What does it say about you if a loss affects you too much?
What does it say about you if a loss makes you less likely to watch the next game?
Should I turn up again if I know it will hurt?
And when it does, is there virtue in putting up with it?
It’s hard to follow a team that loses all of the time, but perhaps it’s harder to follow a team that wins some of the time. Hope-mongering teams, like slot machines that pay out just often enough. Like the boy who gives you just enough attention to think you have a shot.
Should we aspire to fandomnirvana, where a cover drive gives us pleasure regardless of the practitioner? Where a well-played match is more important than the result? And for those that achieve this state, what does it say about them?
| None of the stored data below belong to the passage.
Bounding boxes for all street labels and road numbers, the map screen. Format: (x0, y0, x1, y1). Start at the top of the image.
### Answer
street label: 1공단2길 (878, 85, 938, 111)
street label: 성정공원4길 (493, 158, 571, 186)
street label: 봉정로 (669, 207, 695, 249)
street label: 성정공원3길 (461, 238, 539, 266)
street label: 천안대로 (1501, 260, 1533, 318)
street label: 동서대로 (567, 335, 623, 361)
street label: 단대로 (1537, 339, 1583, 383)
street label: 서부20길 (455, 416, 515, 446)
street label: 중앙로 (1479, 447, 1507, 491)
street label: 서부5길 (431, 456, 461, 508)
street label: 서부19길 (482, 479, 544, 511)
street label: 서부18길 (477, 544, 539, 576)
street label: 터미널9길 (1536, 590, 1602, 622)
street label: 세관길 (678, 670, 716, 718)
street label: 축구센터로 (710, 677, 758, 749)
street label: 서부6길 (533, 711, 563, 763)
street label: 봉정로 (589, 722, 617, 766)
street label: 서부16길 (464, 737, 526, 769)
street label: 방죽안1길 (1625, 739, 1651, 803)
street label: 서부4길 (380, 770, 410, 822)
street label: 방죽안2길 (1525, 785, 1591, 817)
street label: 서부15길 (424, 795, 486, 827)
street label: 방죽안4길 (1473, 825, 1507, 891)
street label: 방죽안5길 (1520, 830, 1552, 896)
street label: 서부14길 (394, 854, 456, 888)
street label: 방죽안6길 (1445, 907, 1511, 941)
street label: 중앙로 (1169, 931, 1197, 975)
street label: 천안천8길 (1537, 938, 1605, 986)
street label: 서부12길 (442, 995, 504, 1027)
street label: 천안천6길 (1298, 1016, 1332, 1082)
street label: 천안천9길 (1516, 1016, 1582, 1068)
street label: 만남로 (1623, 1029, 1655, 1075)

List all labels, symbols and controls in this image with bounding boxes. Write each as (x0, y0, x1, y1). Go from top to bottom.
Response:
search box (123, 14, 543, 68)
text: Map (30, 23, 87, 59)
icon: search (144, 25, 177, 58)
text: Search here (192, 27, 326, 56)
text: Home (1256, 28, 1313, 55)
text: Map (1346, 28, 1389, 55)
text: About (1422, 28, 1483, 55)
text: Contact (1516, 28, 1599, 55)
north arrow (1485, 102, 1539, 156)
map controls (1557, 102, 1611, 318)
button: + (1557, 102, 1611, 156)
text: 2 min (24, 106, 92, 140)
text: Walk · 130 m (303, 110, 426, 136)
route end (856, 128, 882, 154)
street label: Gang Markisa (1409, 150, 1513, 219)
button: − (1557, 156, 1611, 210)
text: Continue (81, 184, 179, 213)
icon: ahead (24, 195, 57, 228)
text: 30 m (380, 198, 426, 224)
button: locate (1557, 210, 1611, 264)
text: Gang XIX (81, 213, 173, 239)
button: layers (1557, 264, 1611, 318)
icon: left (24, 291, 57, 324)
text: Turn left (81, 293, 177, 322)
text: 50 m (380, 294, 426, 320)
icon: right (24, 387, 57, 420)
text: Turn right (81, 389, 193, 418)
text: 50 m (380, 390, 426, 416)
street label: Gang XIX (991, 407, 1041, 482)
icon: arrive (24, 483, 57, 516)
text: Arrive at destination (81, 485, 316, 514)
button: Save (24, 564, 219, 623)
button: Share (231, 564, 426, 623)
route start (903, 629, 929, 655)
And for those of us that aspire to but can’t, are we lesser fans for it?
It hurts when my team loses. And when this happens, I find myself walling myself off from the sport. I no longer follow the sport with as much interest, to protect myself from the hurt.
This is me. This is what I do when the Democrats start losing. I’m a political junkie until we start losing. And then it’s too personal, the losses hurt, the setbacks sting.
It wasn’t this way when I was younger. I had a lot more room in my head to carry the emotional baggage of the world. I would feel the pain of far off lands, of sports teams, of leaders and people.
But now I fill up very quickly. There is just so much of my own stuff I carry around inside, and I have a little room left over for the outside, but I have to draw the line.
And so I move back into my shell. I leave the weight of the world where it is. It will be right there when I come back, but it’s not mine to bear.
And as I step away I think to myself, wouldn’t it be better to not care? To not attach so much emotional weight to what is an abstract concept—a team?
But that is not who I am. When I’m here, I’m here for the emotional attachment. When I come back, that’s what I’ll be back for.
I think you have to experience everything before you can let it go—before you become detached— so that you know what you’re letting go of. I don’t know if I’ll ever get there. I don’t know if I want to.
A great unpacking of this condition we live with. Do you find that losing hurts more than winning feels good? I find the high of a victory dissipates quickly, while the low of a loss hangs around.
Like you, I don’t aspire to detachment. One reason is I that am sure it would erode the thrill of the expectation that comes with the build up to every (England) Test; the potential at the start of the game for every player to make this their match.
The highs of the really big wins are yet to dissipate for me. 2001 Kolkatta, 2011 world cup, hitting #1 in Tests. Of course these moments come once every 2-3 years if you’re lucky, but the losses come all the time.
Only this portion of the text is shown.